ビタミンDの現実 ~重要ポイントの整理~

ビタミンDの現実

 ビタミンDにつきましては、これまでに幾つかの視点にて触れてきましたが、今回は、全体像および重要ポイントを整理しておこうと思います。
 他のビタミンに較べると、ビタミンDは、ちょっとややこしいビタミンだと言えそうです。それは、体内で様々な形に変化しながら生理作用を発揮していくことが最大の理由だと思われます。次には、他のビタミンと違ってホルモンとしての性質が強いことが挙げられると思います。次には、体内で変化して生じる個々の物質に複数の呼び名が存在することが、ややこしさを助長しているのだと思われます。
 ところで、ビタミンDのことを知らなかったり、特に気にしなくても生きていけるとは思いますが、大変不幸な目にあうこともあります。例えば、数年前では新型コロナウイルス感染症が重症化したり、それをこじらせて死亡してしまったりする原因の一つとして、ビタミンD不足がありました。「え?ビタミンDが少ないだけで死ぬのか?」と言われれば、これは「確実に死にます」としか答えようがありません。そもそも、〝ビタミン〟と名の付くものはヒトにとって必須物質ですから、どのビタミンが欠乏しても生きていけないのですが、現代において欠乏している程度が非常に高いものの一つがビタミンDだと言えます。
 では、頭の中を整理するつもりで、順番に見ていくことにしましょう。

 掲載した図(高画質PDFはこちら)の左上からなのですが、先にupしました『紫外線が不足すると却って皮膚ダメージや老化が進む』で用いた図の一部を利用して、ビタミンDの全体像をまとめてみました。このことは、先にupした内容の続きにもなっているということです。
 体内のビタミンDの起源は、平均的には皮膚で作られたものが約8割、食べ物から摂取したものが約2割となっています。これはあくまで平均であって、皮膚で作られる場合には紫外線(UV-B)が必要ですので、平素から日光を浴びる機会が非常に少なかったり、完璧に紫外線対策をしてしまっている人の場合は、非常に危険なレベルまでビタミンD濃度が下がってしまうことになります。即ち、約8割の分が得られなくなりますので、食餌から得られる2割の分だけだということになります。

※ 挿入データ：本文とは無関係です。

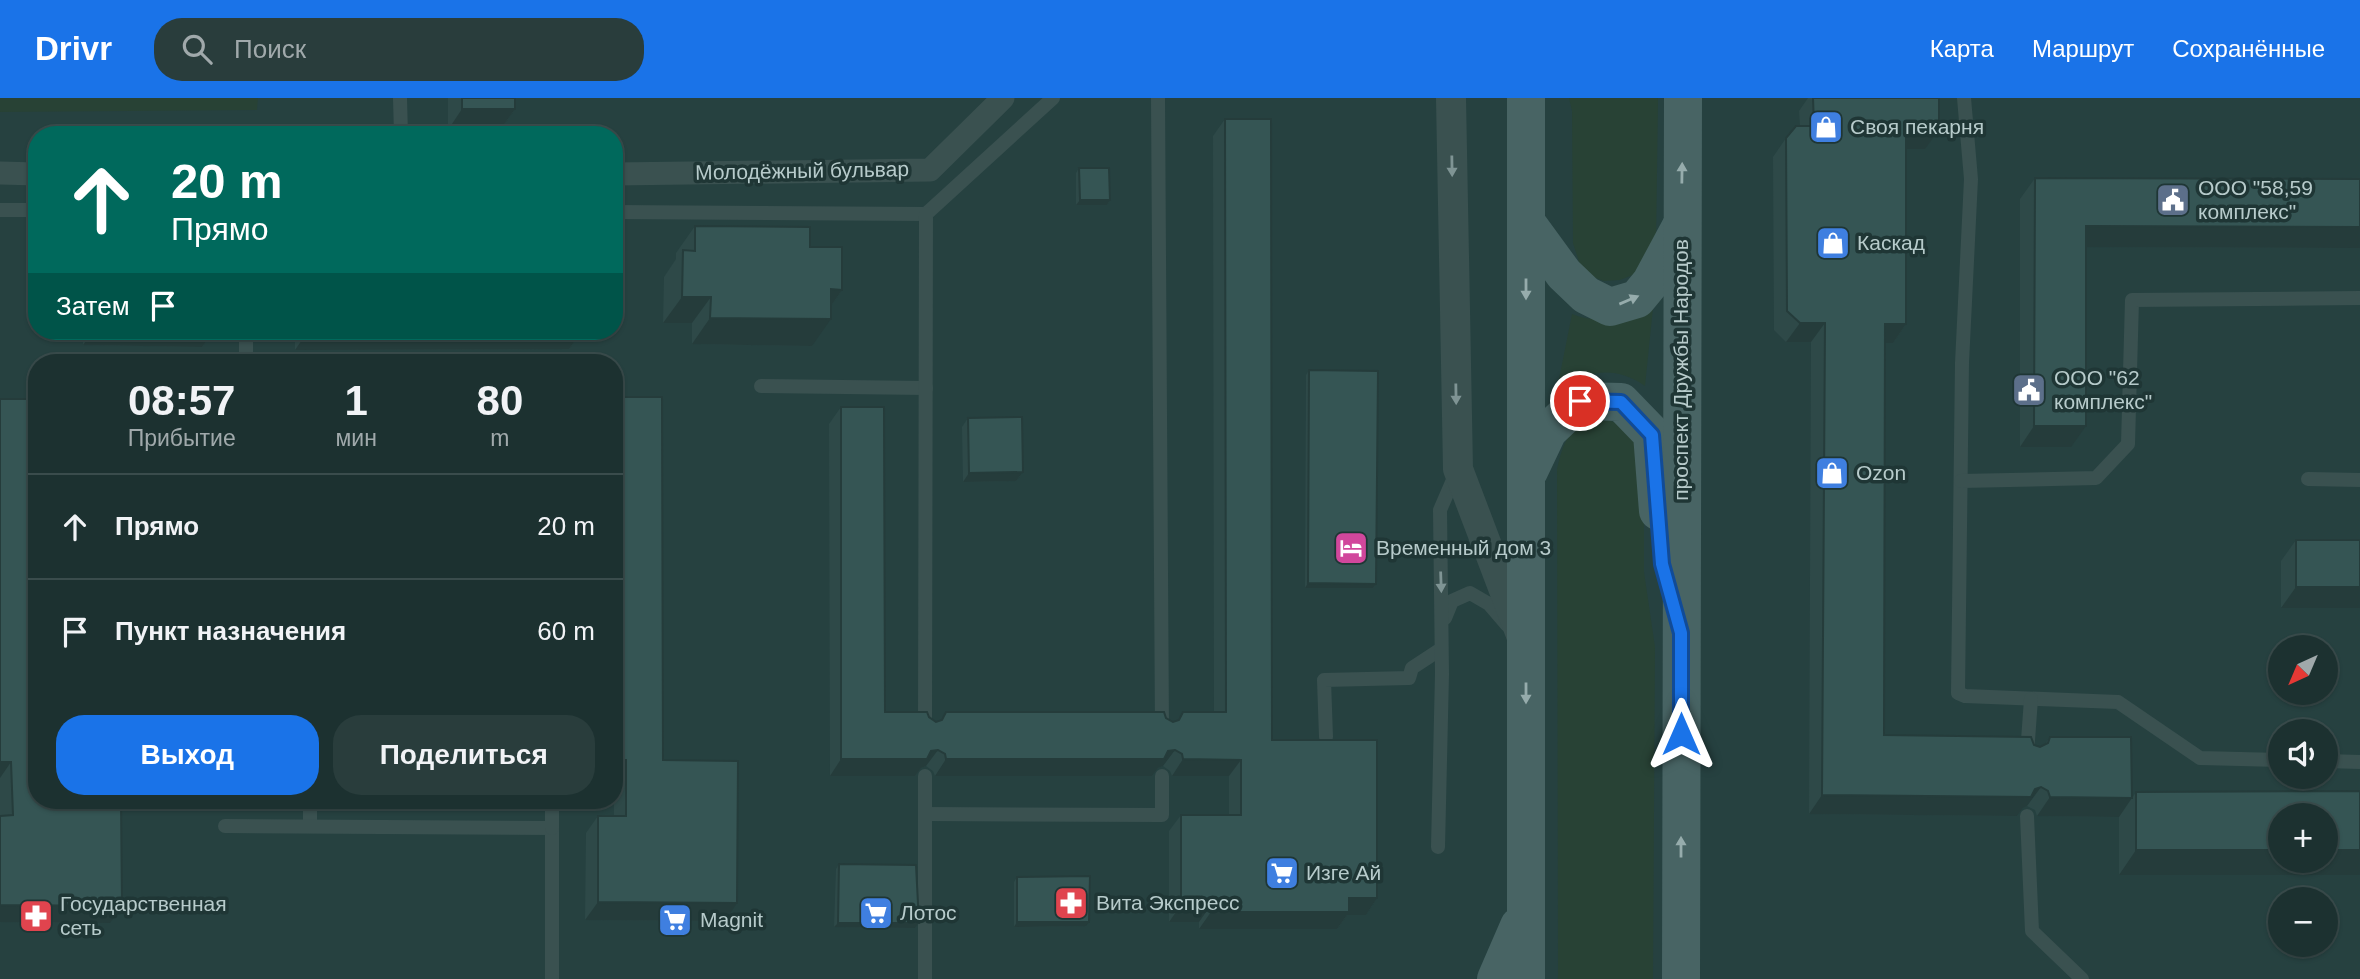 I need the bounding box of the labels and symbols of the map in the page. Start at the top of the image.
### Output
shop icon: Своя пекарня [1807,108,1845,146]
place label: Своя пекарня [1850,115,1984,138]
one-way arrow [1446,155,1458,177]
street label: Молодёжный бульвар [695,157,909,184]
one-way arrow [1676,161,1688,183]
place label: ООО "58,59 комплекс" [2198,176,2313,223]
public building icon: ООО "58,59 комплекс" [2154,181,2192,219]
shop icon: Каскад [1814,224,1852,262]
place label: Каскад [1857,231,1925,254]
street label: проспект Дружбы Народов [1669,239,1692,501]
one-way arrow [1520,278,1532,300]
one-way arrow [1619,294,1639,306]
place label: ООО "62 комплекс" [2054,366,2152,413]
pin [1550,371,1610,431]
public building icon: ООО "62 комплекс" [2010,371,2048,409]
one-way arrow [1450,383,1462,405]
shop icon: Ozon [1813,454,1851,492]
place label: Ozon [1856,461,1906,484]
hotel icon: Временный дом 3 [1332,529,1370,567]
place label: Временный дом 3 [1376,536,1551,559]
one-way arrow [1435,572,1446,594]
north arrow [2268,635,2338,705]
one-way arrow [1520,682,1532,704]
position arrow [1644,697,1718,771]
one-way arrow [1675,836,1687,858]
supermarket icon: Изге Ай [1263,854,1301,892]
place label: Изге Ай [1306,861,1381,884]
pharmacy icon: Вита Экспресс [1052,884,1090,922]
place label: Вита Экспресс [1096,891,1239,914]
place label: Государственная сеть [60,892,227,939]
supermarket icon: Лотос [857,894,895,932]
pharmacy icon: Государственная сеть [17,897,55,935]
supermarket icon: Magnit [656,901,694,939]
place label: Лотос [900,901,957,924]
place label: Magnit [700,908,763,931]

 次に、食餌から得られるビタミンDですが、これはヒト以外の動物(地中性や深海性の動物を除く)も同様に体内でビタミンDを作っていますから、その動物を食べれば少量ではありますがビタミンDを得ることが出来ます。なお、この場合のビタミンDは〝ビタミンD3〟と呼ばれていて、別名を〝コレカルシフェロール〟と言います。
 また、キノコをはじめとした菌類も類似物質を作っていますので、それを食べることによっても少量ではありますがビタミンDを得ることが出来ます。なお、この場合のビタミンDは〝ビタミンD2〟と呼ばれていて、別名を〝エルゴカルシフェロール〟と言います。
 更に、サプリメントにてビタミンDを補給しようとする場合、製造原料の違いによってコレカルシフェロールが主であったり、エルゴカルシフェロールが主であったりします。

 次に、コレカルシフェロールやエルゴカルシフェロールが消化管に入ってきた場合、吸収されて肝臓に運ばれ、そこで〝カルシジオール〟へと変換されます。これは別名として〝カルシフェジオール〟と呼ばれたり、〝25(OH)D〟と表記されることがあります。なお、前駆物質がコレカルシフェロールであることを特定したい場合は〝25(OH)D3〟と表記し、〝25-ヒドロキシコレカルシフェロール〟と呼ばれることがあります。このあたりから覚えにくくなるかもしれませんが、総称的に〝カルシジオール〟を覚えておくのが妥当だと思われます。
 このカルシジオールは、いわば〝貯蔵型のビタミンD〟でもあります。主に肝細胞内に備蓄されるのですが、血液中にも出てきますので、血液検査によってビタミンD濃度を測定するという場合、カルシジオール濃度が測定されることになります。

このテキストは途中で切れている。